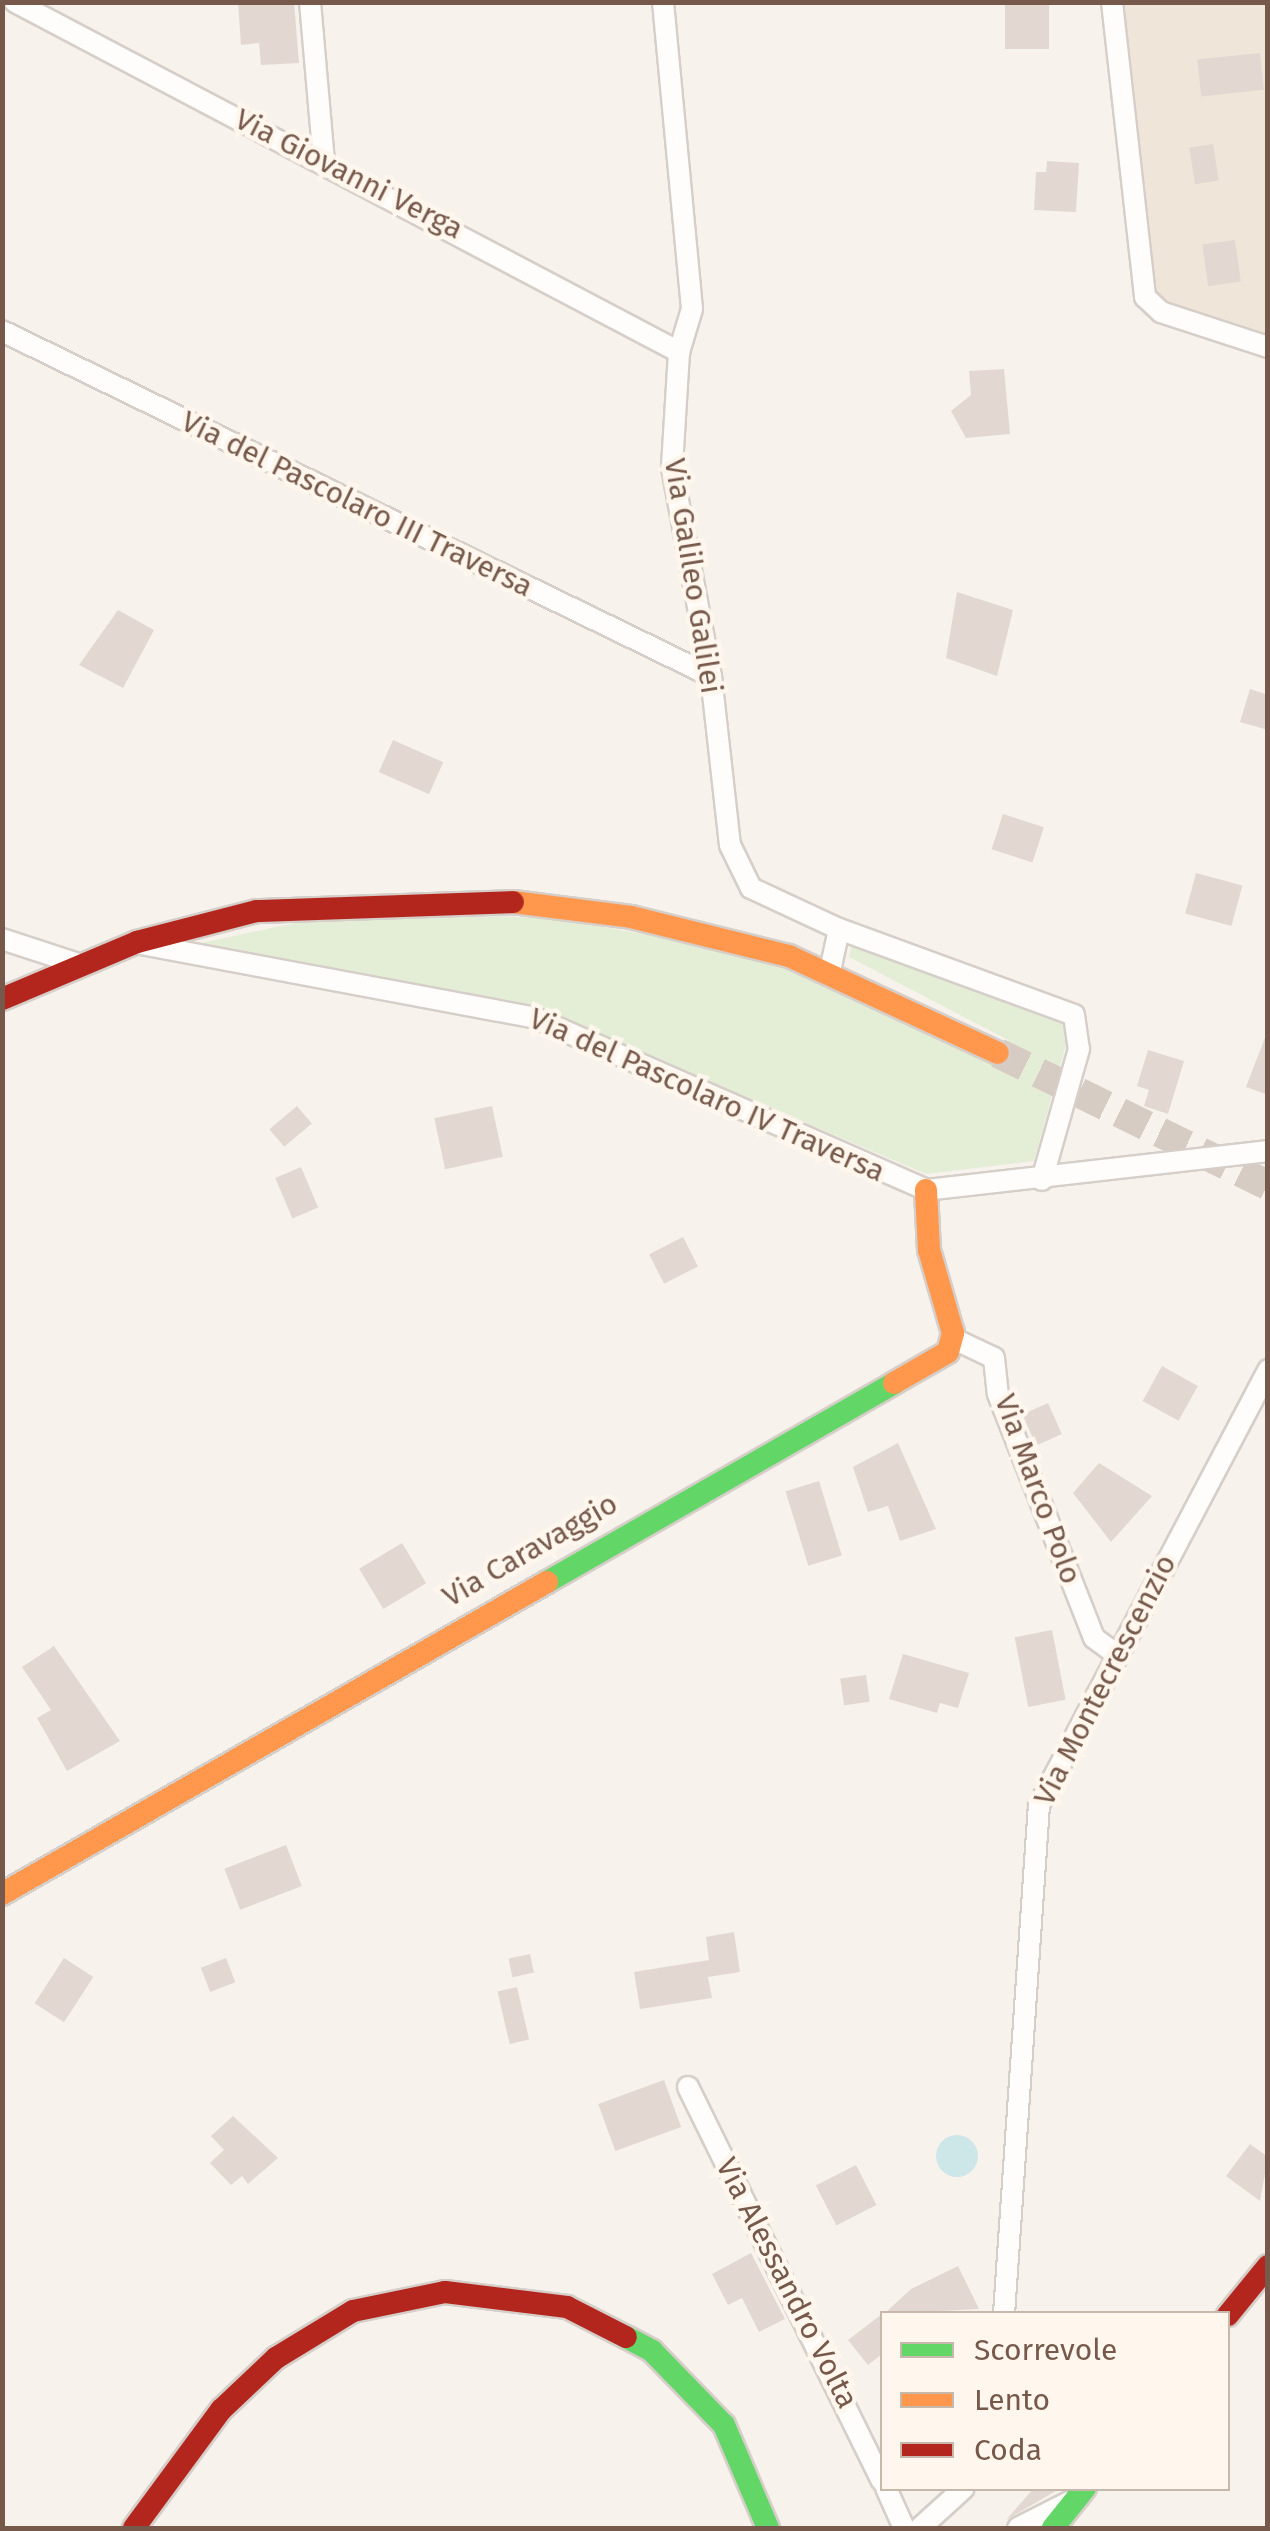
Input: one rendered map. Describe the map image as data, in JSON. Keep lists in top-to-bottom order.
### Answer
- - -
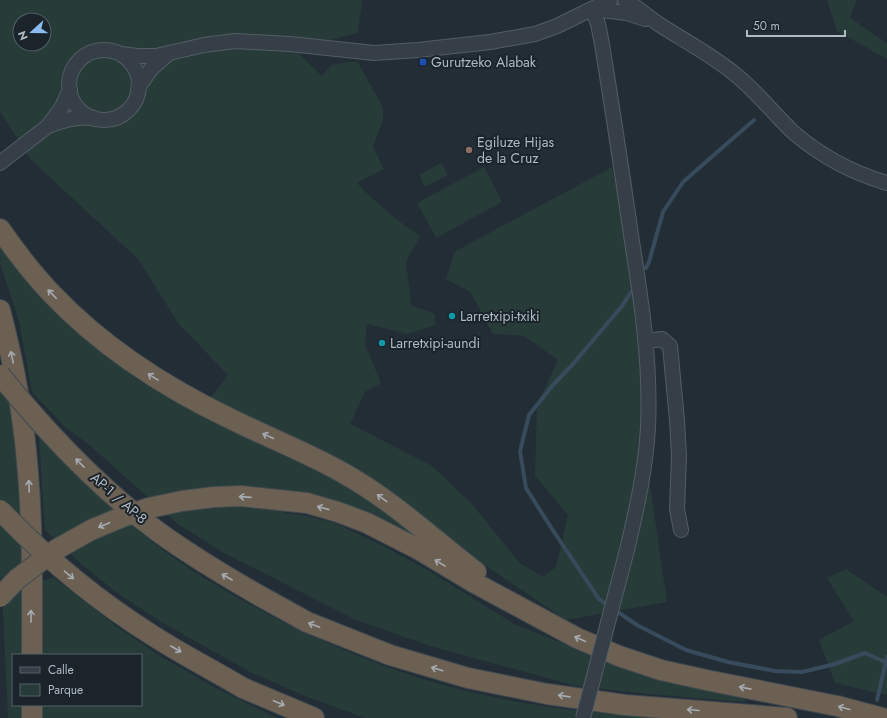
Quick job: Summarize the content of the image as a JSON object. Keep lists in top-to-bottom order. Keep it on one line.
- - -
=== PROBLEM TO SOLVE ===
Look through the records for the string "order". Copy every line that has it.

=== ANSWER AREA ===
Input: one rendered map. Describe the map image as data, in JSON. Keep lists in top-to-bottom order.
Quick job: Summarize the content of the image as a JSON object. Keep lists in top-to-bottom order. Keep it on one line.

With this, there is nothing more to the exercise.